======== Supplied material ========

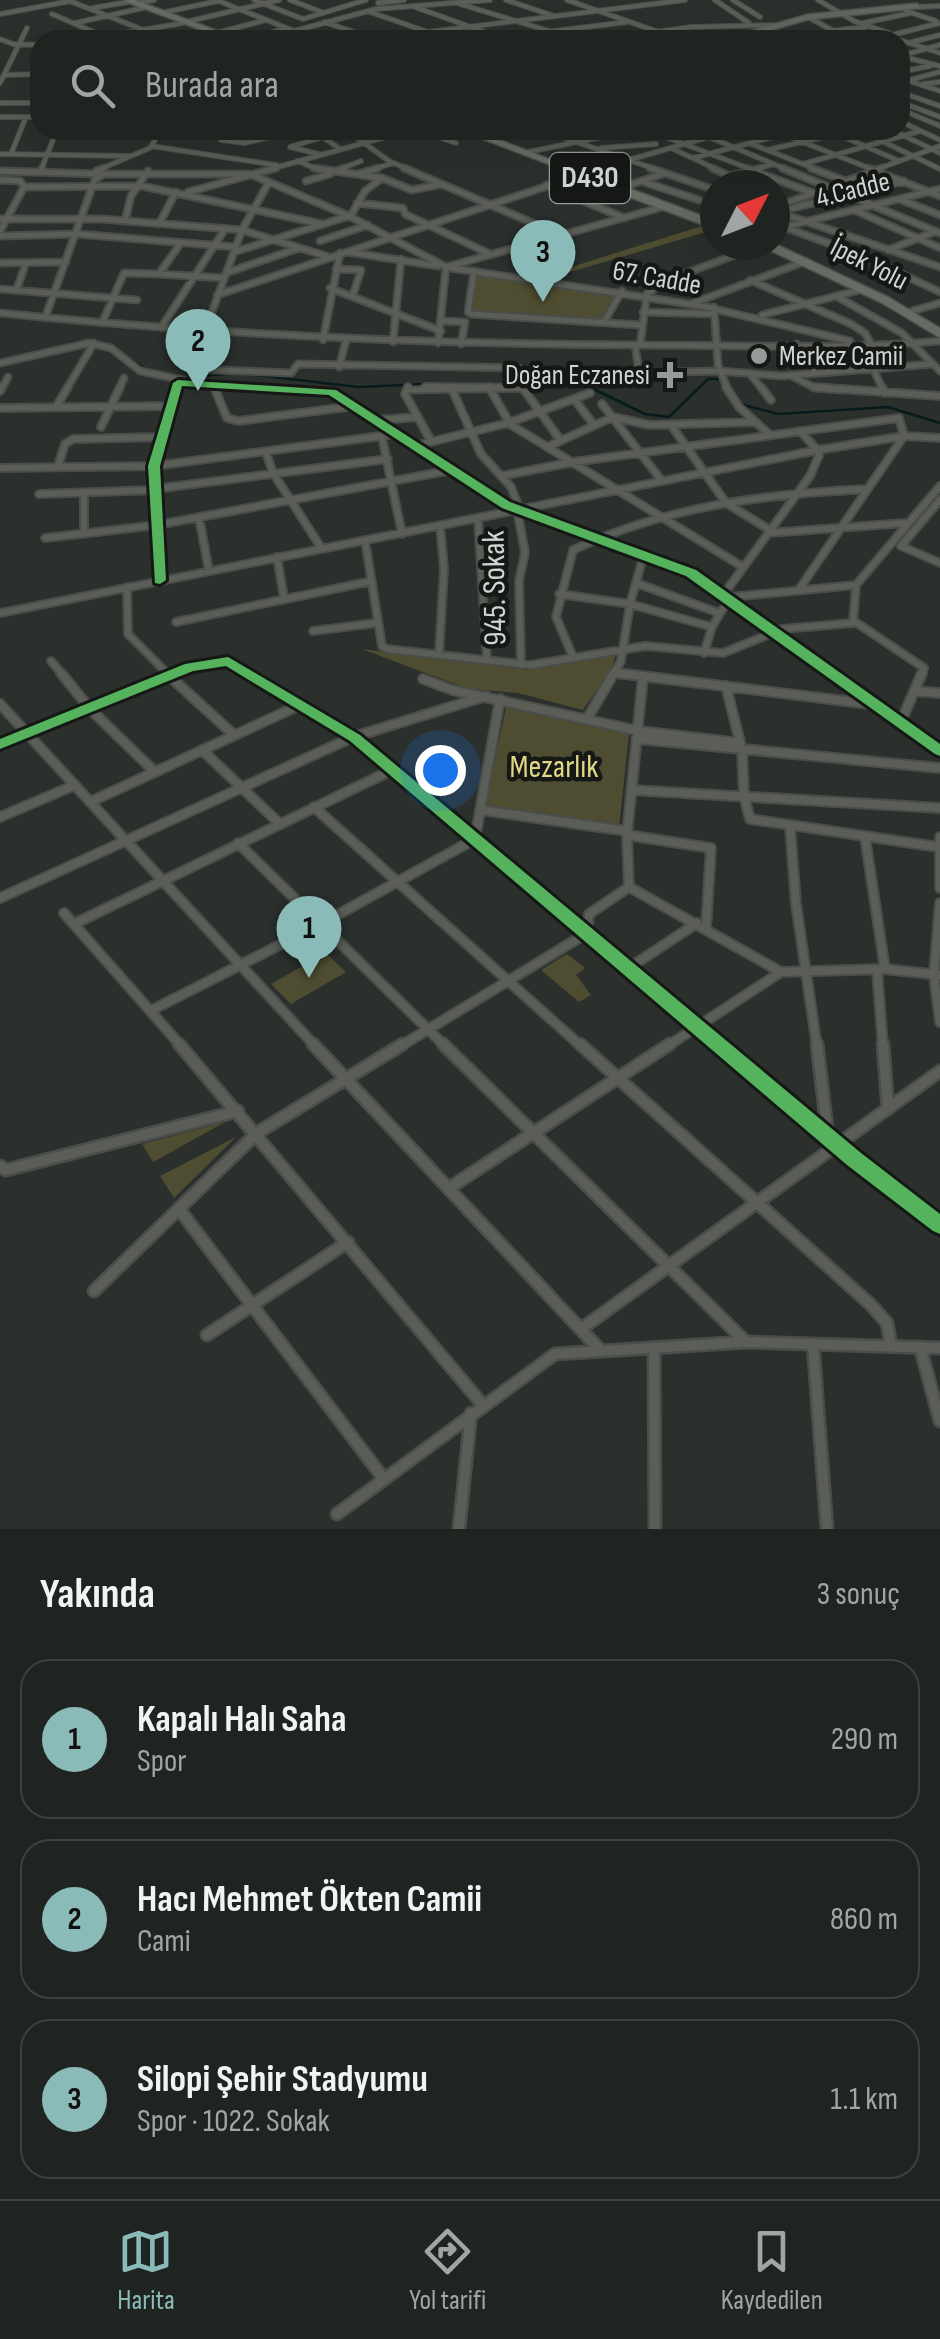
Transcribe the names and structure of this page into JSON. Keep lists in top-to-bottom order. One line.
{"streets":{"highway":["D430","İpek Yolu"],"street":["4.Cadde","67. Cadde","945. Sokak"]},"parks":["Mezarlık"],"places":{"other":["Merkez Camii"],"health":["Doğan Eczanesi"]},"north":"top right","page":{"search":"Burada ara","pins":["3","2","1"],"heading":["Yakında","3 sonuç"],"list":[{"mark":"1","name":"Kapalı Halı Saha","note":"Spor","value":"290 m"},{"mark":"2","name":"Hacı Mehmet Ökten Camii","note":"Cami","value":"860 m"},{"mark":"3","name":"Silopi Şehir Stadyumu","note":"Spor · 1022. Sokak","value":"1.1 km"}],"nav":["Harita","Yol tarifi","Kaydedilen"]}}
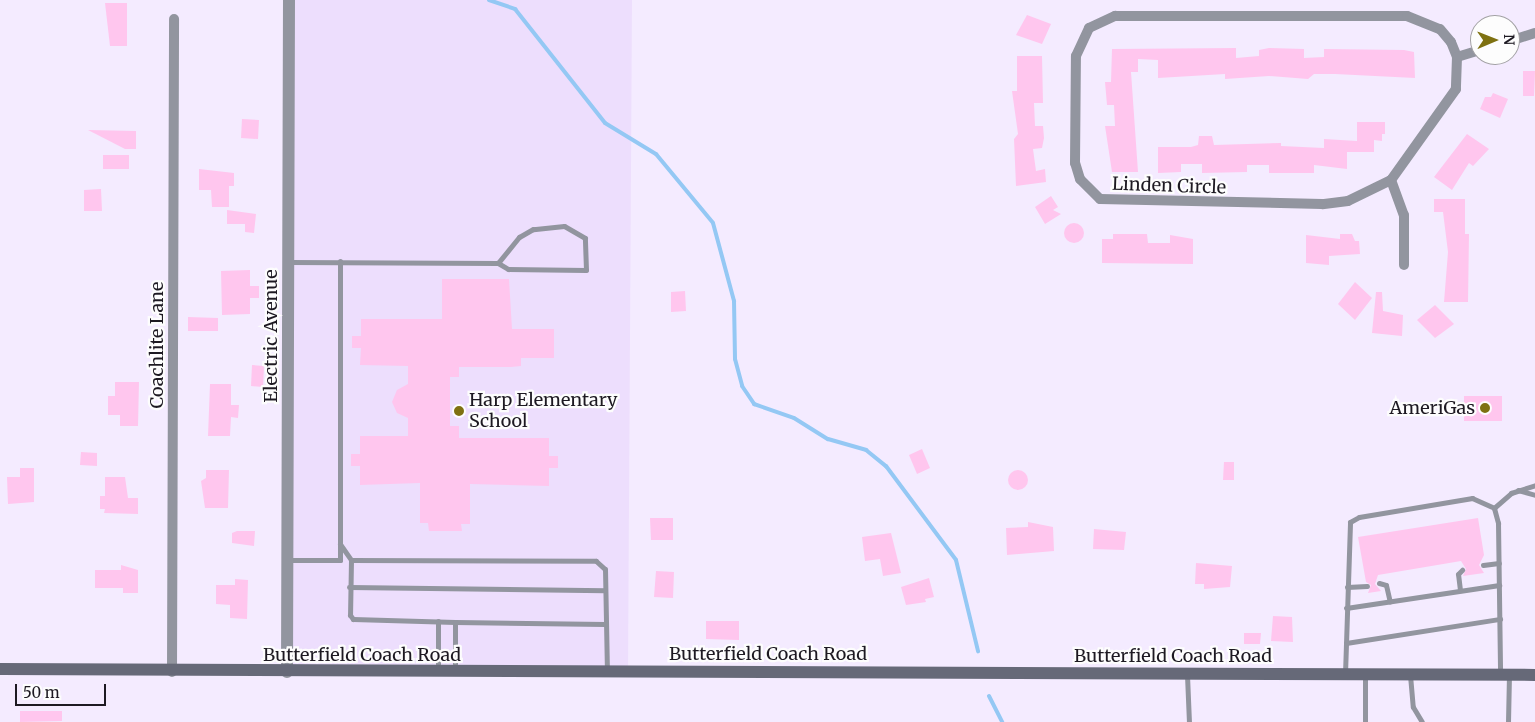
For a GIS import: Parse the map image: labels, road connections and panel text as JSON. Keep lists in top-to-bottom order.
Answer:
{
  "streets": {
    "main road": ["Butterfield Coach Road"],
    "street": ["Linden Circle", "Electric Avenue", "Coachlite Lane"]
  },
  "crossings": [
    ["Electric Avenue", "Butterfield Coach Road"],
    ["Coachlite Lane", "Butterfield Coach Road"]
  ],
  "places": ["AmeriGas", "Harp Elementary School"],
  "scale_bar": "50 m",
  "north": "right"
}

========
======== Supplied material ========

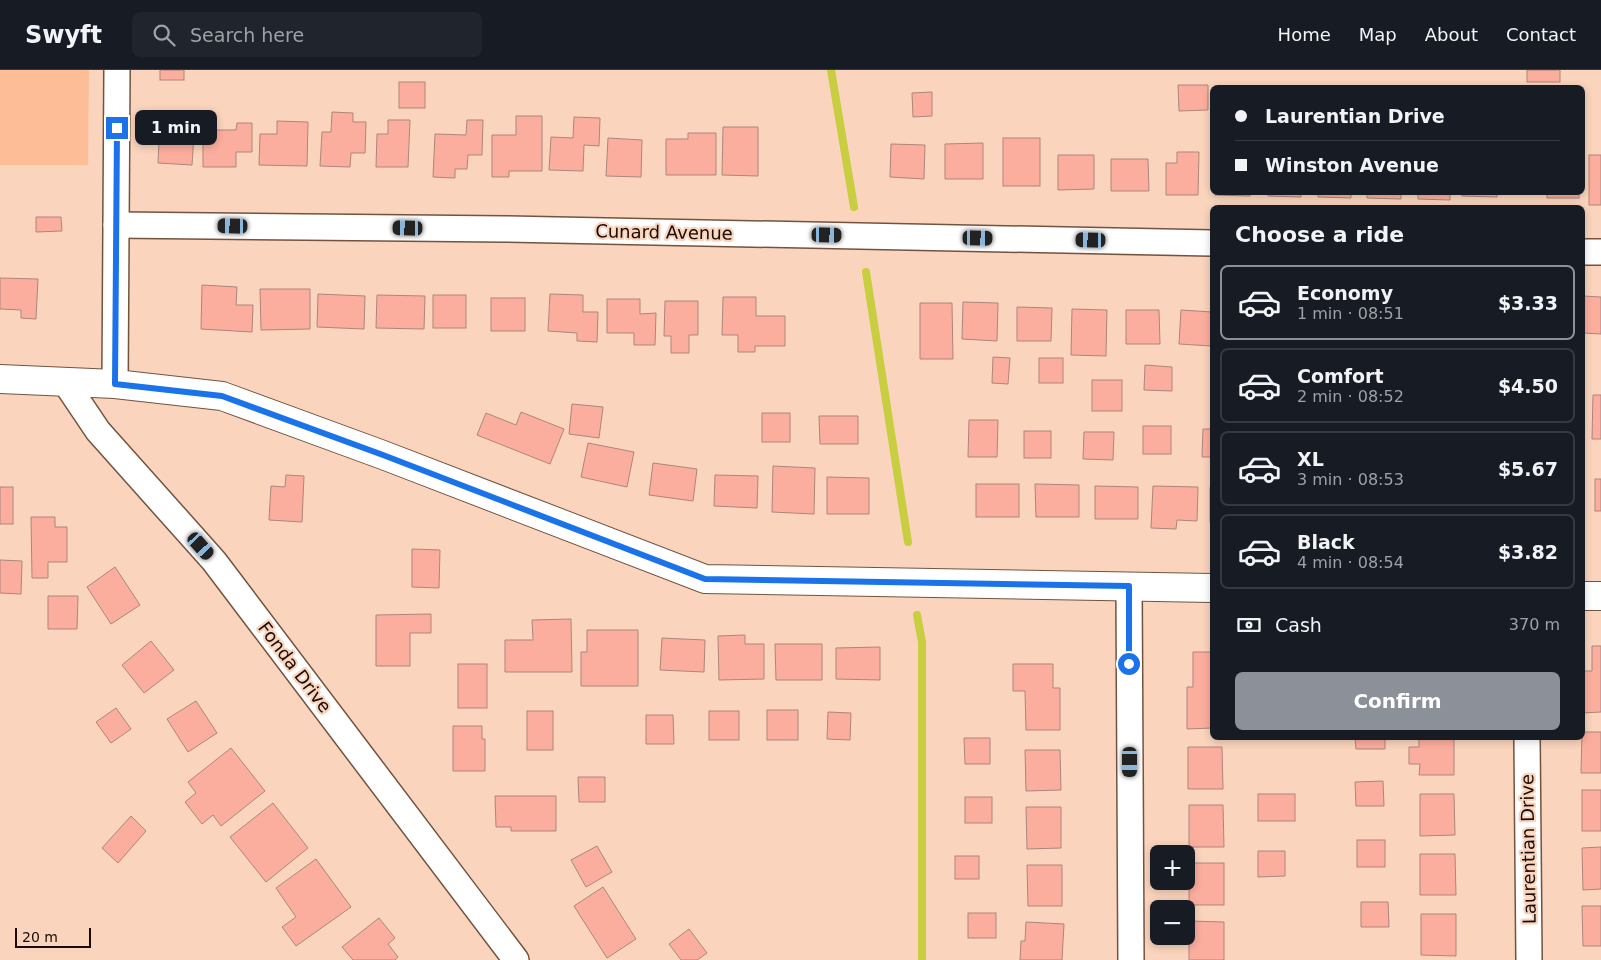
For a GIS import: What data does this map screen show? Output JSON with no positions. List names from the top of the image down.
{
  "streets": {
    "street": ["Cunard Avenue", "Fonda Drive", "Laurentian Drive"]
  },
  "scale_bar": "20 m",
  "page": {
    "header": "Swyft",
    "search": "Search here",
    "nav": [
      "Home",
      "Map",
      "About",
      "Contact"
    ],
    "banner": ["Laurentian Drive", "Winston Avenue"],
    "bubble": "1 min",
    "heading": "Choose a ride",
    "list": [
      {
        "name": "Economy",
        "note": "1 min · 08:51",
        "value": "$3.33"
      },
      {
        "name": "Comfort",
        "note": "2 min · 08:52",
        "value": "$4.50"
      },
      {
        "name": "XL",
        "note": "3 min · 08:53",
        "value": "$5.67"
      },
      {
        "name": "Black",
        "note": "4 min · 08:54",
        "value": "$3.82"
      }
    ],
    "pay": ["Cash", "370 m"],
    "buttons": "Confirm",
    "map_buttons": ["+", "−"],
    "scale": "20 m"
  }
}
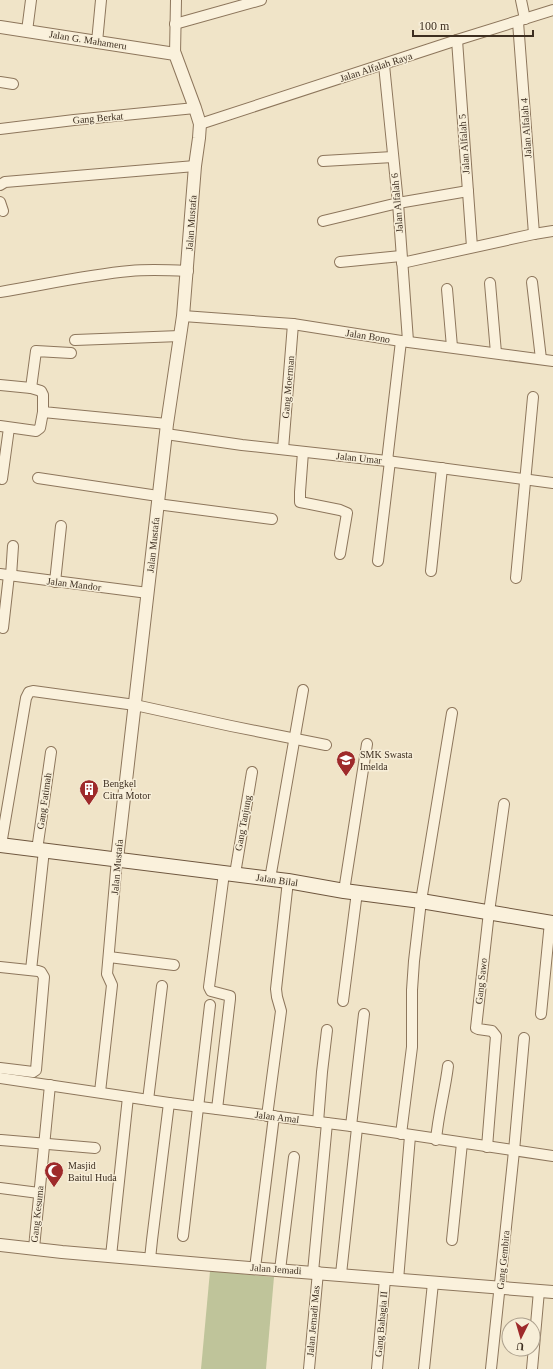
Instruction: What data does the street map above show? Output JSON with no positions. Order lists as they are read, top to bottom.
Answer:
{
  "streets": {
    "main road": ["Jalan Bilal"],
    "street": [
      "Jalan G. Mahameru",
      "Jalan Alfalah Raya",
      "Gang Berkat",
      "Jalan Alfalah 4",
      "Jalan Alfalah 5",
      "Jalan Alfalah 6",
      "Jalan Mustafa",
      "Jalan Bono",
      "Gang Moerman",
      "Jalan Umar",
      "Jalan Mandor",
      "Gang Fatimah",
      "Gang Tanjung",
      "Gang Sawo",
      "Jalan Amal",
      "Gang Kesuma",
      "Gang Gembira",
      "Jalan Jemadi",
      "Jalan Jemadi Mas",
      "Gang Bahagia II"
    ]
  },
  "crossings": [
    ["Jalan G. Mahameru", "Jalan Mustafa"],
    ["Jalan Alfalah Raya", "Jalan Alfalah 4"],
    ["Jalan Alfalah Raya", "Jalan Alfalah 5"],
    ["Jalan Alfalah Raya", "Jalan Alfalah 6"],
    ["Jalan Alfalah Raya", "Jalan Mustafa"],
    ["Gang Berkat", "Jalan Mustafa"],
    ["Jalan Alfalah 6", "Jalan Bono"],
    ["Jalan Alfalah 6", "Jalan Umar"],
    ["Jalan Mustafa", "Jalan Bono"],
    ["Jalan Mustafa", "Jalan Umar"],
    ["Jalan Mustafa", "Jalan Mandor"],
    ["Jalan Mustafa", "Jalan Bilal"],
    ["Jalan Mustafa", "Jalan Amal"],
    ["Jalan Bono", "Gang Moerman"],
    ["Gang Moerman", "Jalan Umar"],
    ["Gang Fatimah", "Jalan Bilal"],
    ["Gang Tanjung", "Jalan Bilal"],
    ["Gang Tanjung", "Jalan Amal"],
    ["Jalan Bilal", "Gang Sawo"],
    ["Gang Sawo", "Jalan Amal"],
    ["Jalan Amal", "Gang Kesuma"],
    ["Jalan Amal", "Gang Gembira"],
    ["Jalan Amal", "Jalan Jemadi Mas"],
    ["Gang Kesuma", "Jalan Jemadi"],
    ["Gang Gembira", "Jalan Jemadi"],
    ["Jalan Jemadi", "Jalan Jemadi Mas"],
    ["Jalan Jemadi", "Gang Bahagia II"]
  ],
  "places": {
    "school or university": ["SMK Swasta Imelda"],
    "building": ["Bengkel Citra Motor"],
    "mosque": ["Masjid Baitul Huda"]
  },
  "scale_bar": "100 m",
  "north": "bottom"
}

========

Description of the task. Although pictures appear among the records above, none are to be output; print exactly the lines from the line containing "Transcribe the names" through the line containing "For a GIS import: Parse".

Answer below.
Transcribe the names and structure of this page into JSON. Keep lists in top-to-bottom order. One line.
{"streets":{"highway":["D430","İpek Yolu"],"street":["4.Cadde","67. Cadde","945. Sokak"]},"parks":["Mezarlık"],"places":{"other":["Merkez Camii"],"health":["Doğan Eczanesi"]},"north":"top right","page":{"search":"Burada ara","pins":["3","2","1"],"heading":["Yakında","3 sonuç"],"list":[{"mark":"1","name":"Kapalı Halı Saha","note":"Spor","value":"290 m"},{"mark":"2","name":"Hacı Mehmet Ökten Camii","note":"Cami","value":"860 m"},{"mark":"3","name":"Silopi Şehir Stadyumu","note":"Spor · 1022. Sokak","value":"1.1 km"}],"nav":["Harita","Yol tarifi","Kaydedilen"]}}
For a GIS import: Parse the map image: labels, road connections and panel text as JSON. Keep lists in top-to-bottom order.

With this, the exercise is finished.